[[ SOURCE DATA, beginning ]]

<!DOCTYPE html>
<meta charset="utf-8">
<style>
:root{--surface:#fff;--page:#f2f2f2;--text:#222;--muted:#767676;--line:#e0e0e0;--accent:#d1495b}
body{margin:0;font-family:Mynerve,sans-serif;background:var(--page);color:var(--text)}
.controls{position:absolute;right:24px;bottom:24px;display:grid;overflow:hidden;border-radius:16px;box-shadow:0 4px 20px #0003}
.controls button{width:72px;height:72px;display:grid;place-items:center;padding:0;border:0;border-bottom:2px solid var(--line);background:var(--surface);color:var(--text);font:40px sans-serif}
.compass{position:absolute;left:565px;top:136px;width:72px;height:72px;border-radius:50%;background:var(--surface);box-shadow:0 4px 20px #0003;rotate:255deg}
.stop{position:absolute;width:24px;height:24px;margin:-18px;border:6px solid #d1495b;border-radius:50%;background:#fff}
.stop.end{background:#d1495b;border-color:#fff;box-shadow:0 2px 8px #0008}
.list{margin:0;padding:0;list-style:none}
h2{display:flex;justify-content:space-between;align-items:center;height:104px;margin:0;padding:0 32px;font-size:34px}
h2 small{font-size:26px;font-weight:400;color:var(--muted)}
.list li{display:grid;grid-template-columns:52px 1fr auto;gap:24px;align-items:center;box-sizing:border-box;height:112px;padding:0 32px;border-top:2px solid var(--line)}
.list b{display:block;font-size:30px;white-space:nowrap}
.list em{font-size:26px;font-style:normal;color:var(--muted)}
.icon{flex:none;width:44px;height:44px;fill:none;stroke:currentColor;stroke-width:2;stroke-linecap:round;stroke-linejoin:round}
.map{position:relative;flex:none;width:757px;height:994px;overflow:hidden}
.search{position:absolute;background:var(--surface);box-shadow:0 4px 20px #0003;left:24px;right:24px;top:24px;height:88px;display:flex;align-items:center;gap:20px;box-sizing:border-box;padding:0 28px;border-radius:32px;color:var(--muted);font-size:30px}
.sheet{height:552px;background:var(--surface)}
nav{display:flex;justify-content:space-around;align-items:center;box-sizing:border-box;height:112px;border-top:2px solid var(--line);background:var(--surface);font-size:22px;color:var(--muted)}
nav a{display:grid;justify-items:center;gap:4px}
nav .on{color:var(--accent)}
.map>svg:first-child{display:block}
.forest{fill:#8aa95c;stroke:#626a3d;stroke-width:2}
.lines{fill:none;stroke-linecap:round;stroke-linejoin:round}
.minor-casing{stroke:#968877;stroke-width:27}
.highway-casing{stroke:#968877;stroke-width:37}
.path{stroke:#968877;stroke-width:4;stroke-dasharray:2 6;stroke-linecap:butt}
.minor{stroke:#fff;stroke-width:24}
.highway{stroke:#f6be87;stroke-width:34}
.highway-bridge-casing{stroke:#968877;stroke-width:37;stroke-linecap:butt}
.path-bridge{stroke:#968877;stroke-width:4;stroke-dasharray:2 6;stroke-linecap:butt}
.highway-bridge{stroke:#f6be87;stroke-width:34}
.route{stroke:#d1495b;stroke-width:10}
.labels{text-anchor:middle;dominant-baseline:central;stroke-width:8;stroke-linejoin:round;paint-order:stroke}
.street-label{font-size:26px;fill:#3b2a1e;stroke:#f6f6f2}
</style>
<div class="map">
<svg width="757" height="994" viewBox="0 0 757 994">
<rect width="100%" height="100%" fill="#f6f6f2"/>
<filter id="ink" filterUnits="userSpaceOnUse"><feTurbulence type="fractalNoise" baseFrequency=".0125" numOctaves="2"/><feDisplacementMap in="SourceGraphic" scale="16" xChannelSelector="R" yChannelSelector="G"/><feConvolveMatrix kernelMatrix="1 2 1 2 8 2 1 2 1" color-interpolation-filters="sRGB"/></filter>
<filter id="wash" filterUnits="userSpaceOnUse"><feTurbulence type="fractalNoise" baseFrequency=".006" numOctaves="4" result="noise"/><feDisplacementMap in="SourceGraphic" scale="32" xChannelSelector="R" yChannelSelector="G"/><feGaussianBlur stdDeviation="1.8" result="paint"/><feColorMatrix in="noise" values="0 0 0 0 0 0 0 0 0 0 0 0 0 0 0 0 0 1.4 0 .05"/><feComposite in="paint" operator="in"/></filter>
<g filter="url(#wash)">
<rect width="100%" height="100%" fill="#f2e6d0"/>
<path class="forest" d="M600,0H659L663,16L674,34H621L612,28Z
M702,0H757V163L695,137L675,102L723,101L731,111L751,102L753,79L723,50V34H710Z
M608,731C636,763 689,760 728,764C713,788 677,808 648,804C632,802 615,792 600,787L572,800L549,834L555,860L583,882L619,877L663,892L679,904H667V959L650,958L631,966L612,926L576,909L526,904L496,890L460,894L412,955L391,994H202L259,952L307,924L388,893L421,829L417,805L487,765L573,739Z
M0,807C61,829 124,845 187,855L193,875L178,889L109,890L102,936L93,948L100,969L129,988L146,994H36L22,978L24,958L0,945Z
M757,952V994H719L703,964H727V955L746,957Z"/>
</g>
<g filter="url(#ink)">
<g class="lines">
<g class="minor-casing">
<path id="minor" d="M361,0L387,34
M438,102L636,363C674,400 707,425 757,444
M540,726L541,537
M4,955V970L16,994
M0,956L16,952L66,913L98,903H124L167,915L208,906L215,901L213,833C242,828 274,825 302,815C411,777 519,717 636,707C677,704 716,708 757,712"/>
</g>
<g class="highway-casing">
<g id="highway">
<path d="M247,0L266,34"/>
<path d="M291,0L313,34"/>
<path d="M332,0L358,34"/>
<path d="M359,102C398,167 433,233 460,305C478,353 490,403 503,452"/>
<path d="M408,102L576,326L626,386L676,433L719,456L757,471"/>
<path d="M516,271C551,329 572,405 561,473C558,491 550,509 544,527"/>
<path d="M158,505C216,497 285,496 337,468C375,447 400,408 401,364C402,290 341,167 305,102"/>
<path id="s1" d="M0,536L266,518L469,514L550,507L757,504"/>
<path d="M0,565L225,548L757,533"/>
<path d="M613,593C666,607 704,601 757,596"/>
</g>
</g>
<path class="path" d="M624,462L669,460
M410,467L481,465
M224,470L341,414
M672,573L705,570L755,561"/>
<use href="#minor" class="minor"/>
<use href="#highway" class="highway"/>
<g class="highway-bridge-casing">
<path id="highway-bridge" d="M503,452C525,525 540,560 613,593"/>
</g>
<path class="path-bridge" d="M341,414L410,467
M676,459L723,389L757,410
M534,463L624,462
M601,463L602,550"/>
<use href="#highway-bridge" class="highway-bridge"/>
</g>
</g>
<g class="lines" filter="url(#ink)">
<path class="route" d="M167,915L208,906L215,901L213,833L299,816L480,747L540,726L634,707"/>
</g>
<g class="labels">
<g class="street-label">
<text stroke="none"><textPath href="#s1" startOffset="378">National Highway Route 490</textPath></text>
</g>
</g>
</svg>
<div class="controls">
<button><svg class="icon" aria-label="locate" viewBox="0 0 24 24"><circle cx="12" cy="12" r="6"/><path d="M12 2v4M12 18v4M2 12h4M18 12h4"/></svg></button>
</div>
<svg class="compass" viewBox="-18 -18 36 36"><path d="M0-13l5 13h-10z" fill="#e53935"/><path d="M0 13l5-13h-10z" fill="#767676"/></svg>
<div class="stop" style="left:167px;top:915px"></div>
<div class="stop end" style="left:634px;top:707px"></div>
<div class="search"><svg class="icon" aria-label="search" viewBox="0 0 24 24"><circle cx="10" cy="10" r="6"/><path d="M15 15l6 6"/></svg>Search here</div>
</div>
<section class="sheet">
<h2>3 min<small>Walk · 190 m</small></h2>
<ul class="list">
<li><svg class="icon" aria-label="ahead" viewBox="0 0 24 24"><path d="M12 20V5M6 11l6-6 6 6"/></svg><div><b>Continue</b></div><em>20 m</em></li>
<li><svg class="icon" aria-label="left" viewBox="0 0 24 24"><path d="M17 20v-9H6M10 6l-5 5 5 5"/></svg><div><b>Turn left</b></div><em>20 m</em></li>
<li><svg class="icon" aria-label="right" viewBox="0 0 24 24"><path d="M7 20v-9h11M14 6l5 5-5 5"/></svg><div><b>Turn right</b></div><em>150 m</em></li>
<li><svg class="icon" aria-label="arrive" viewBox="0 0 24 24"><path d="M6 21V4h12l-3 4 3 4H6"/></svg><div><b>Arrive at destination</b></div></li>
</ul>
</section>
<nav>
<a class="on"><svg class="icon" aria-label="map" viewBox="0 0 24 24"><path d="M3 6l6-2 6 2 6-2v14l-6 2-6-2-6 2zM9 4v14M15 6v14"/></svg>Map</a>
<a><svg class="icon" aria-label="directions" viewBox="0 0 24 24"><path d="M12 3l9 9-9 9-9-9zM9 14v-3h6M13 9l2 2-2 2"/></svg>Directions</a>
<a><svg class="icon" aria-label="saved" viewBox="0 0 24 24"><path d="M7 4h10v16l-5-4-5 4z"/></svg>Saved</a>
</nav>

[[ SOURCE DATA, end ]]

▶ _WORK TASK_
All lines of the records above that carry the word "sans" should be listed.

▶ _EXERCISE SOLUTION_
body{margin:0;font-family:Mynerve,sans-serif;background:var(--page);color:var(--text)}
.controls button{width:72px;height:72px;display:grid;place-items:center;padding:0;border:0;border-bottom:2px solid var(--line);background:var(--surface);color:var(--text);font:40px sans-serif}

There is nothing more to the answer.